What we learned from IARC

IARC logoIARC is a rating system for online games and apps. IARC, which stands for "International Age Rating Coalition" (https://www.globalratings.com/), is integrated, for instance, into the Google Play store on Android smartphones or Windows Store. Content providers uploading apps in the participating stores must answer a questionnaire; the IARC system then creates an age rating based on the answers.

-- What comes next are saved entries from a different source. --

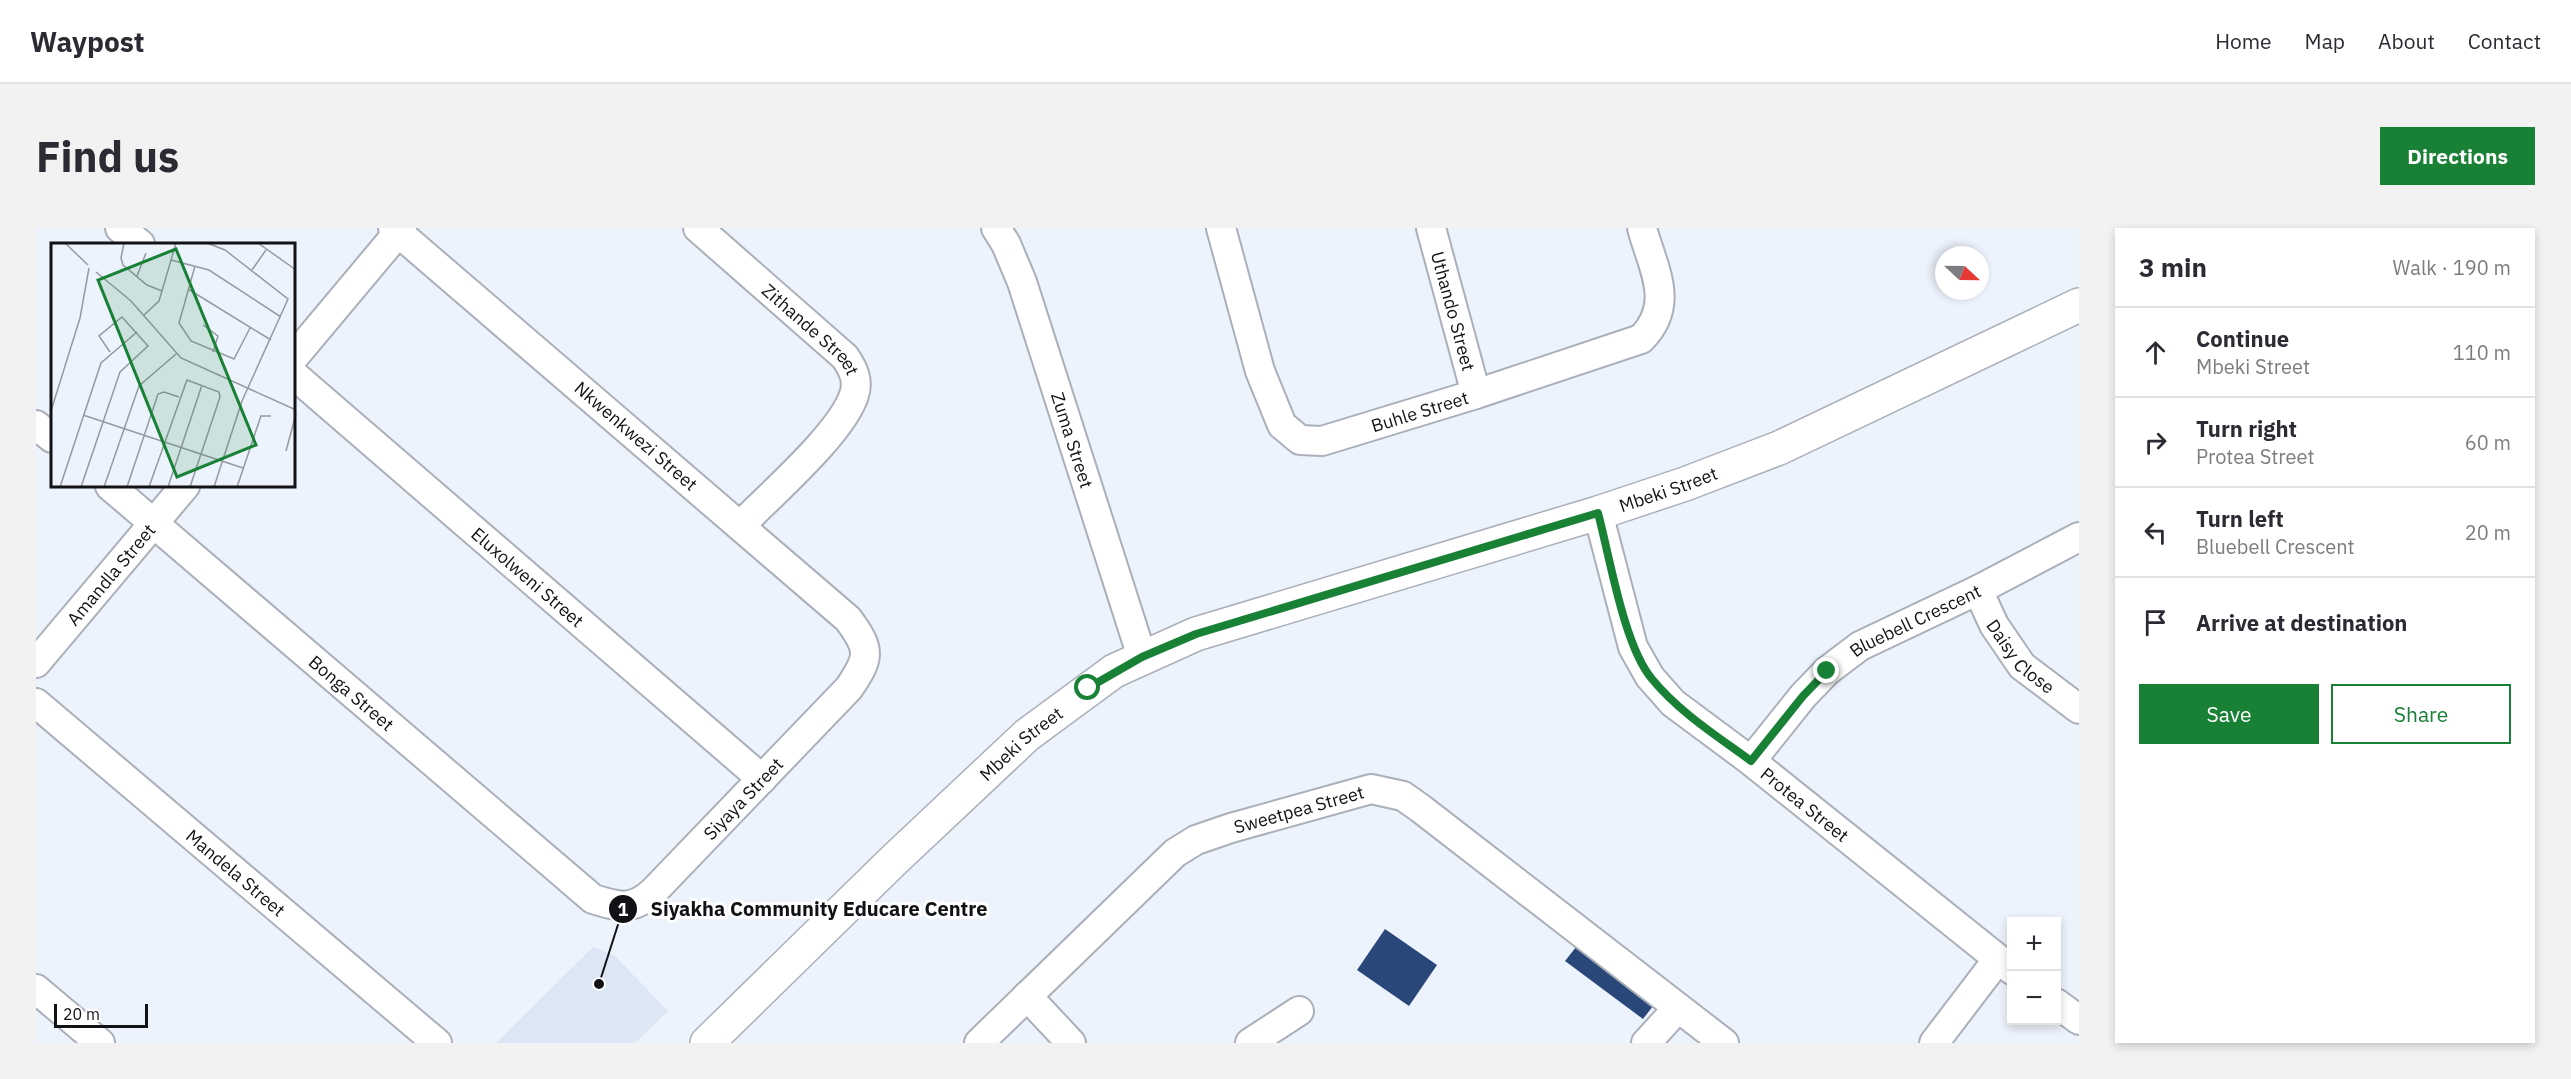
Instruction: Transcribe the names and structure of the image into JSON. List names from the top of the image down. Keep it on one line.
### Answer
{"streets":{"street":["Uthando Street","Zithande Street","Buhle Street","Nkwenkwezi Street","Zuma Street","Mbeki Street","Amandla Street","Eluxolweni Street","Bluebell Crescent","Daisy Close","Bonga Street","Siyaya Street","Protea Street","Sweetpea Street","Mandela Street"]},"crossings":[["Uthando Street","Buhle Street"],["Zithande Street","Nkwenkwezi Street"],["Nkwenkwezi Street","Siyaya Street"],["Zuma Street","Mbeki Street"],["Mbeki Street","Protea Street"],["Amandla Street","Bonga Street"],["Eluxolweni Street","Siyaya Street"],["Bluebell Crescent","Daisy Close"],["Bluebell Crescent","Protea Street"],["Bonga Street","Siyaya Street"]],"places":["Siyakha Community Educare Centre"],"scale_bar":"20 m","north":"right","page":{"header":"Waypost","nav":["Home","Map","About","Contact"],"buttons":["Directions",["Save","Share"]],"title":"Find us","heading":["3 min","Walk · 190 m"],"list":[["Continue","Mbeki Street","110 m"],["Turn right","Protea Street","60 m"],["Turn left","Bluebell Crescent","20 m"],"Arrive at destination"],"map_buttons":["+","−"],"scale":"20 m"}}
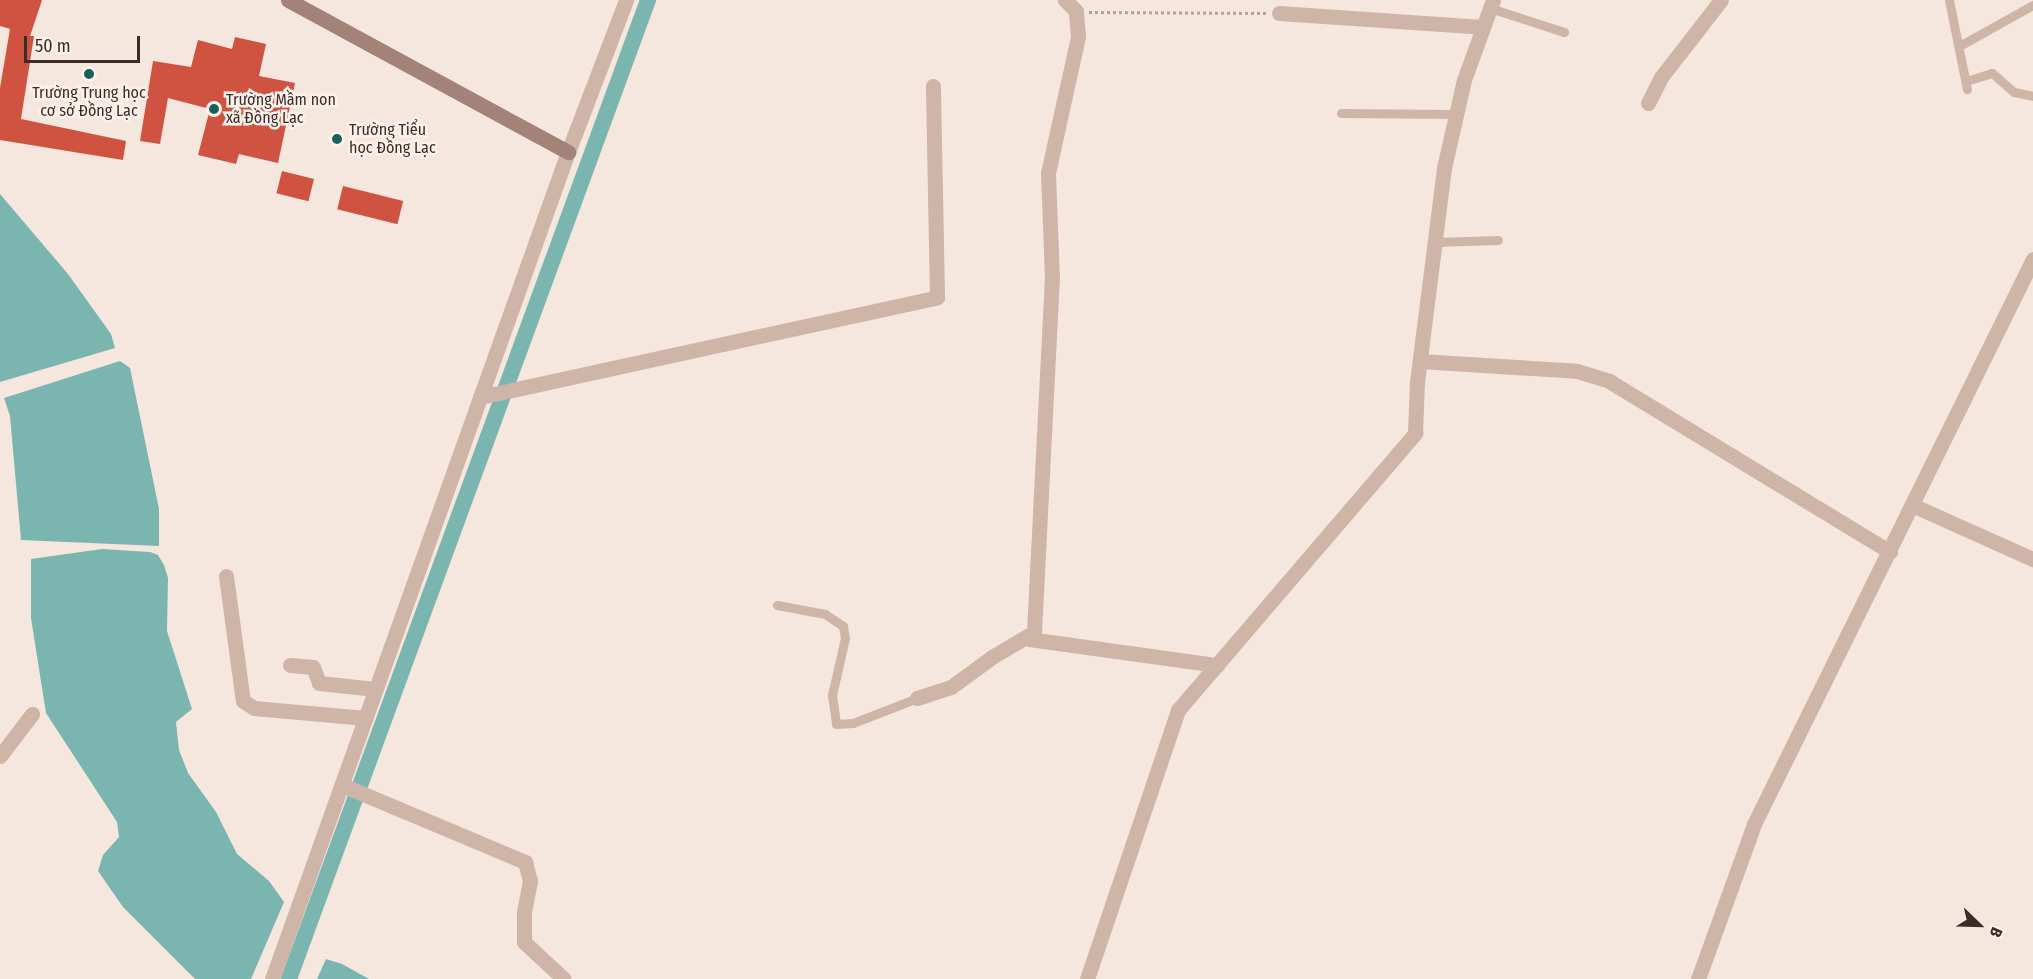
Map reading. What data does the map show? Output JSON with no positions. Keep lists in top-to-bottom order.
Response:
{
  "places": ["Trường Trung học cơ sở Đồng Lạc", "Trường Mầm non xã Đồng Lạc", "Trường Tiểu học Đồng Lạc"],
  "scale_bar": "50 m",
  "north": "bottom right"
}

To make it short: IARC is a great solution - good to learn from

To be honest, the main ideas of age.xml (age-de.xml) are older than the IARC project. But it still makes sense to see what made IARC a success and what we can learn from it. Examples:

  • One worldwide solution respecting cultural differences. IARC uses a central but neutral questionnaire but answers might end up in different age ratings in different countries. Sensitivity and demands for youth protection differ and this has to be respected. Even within Europe there are huge differences. age.xml respects this. There can be just one central age.xml to cover the entire world with one age rating (making things easy, and appropriate for content without major cultural differences). But age.xml also offers the possibility to install specific age-xx.xml files for each country or for regions. If necessary there can be a different age rating in every single country of the world.
  • IARC depends on developers’ information to deal with a large amount of content. Of course it would be great if all content were to be reviewed by a commission of age classification specialists who then gave an age rating after a fruitful and long personal discussion. But, when confronted with millions of apps in an app store (IARC) or millions of websites (age.xml), the only chance to deal with the sheer quantity is to involve developers, content providers and webmasters in the age classification process. No one knows the content better than the one person who published it. Because they are mostly not experienced specialists in age classification and youth protection, content providers do need solutions and simple questionnaires. Perhaps human commissions would do it a little better – but content providers can do it with good results, as we see in the IARC project.
  • If there are problems or wrong ratings, experienced rating bodies in local countries support and control IARC and its results. Many countries also have rating bodies and self-regulation organisations for websites. It would be great to improve this.
  • App developers uploading apps to a store using the IARC system don’t need much knowledge regarding technical implementation of parental control. This is also how age.xml works (use our free label generator, please)..

We wish IARC to continue successfully and are happy to learn from it as a parallel solution in the open internet. It’s no competition since the two projects work with different kinds of content – it’s just great to learn from each other.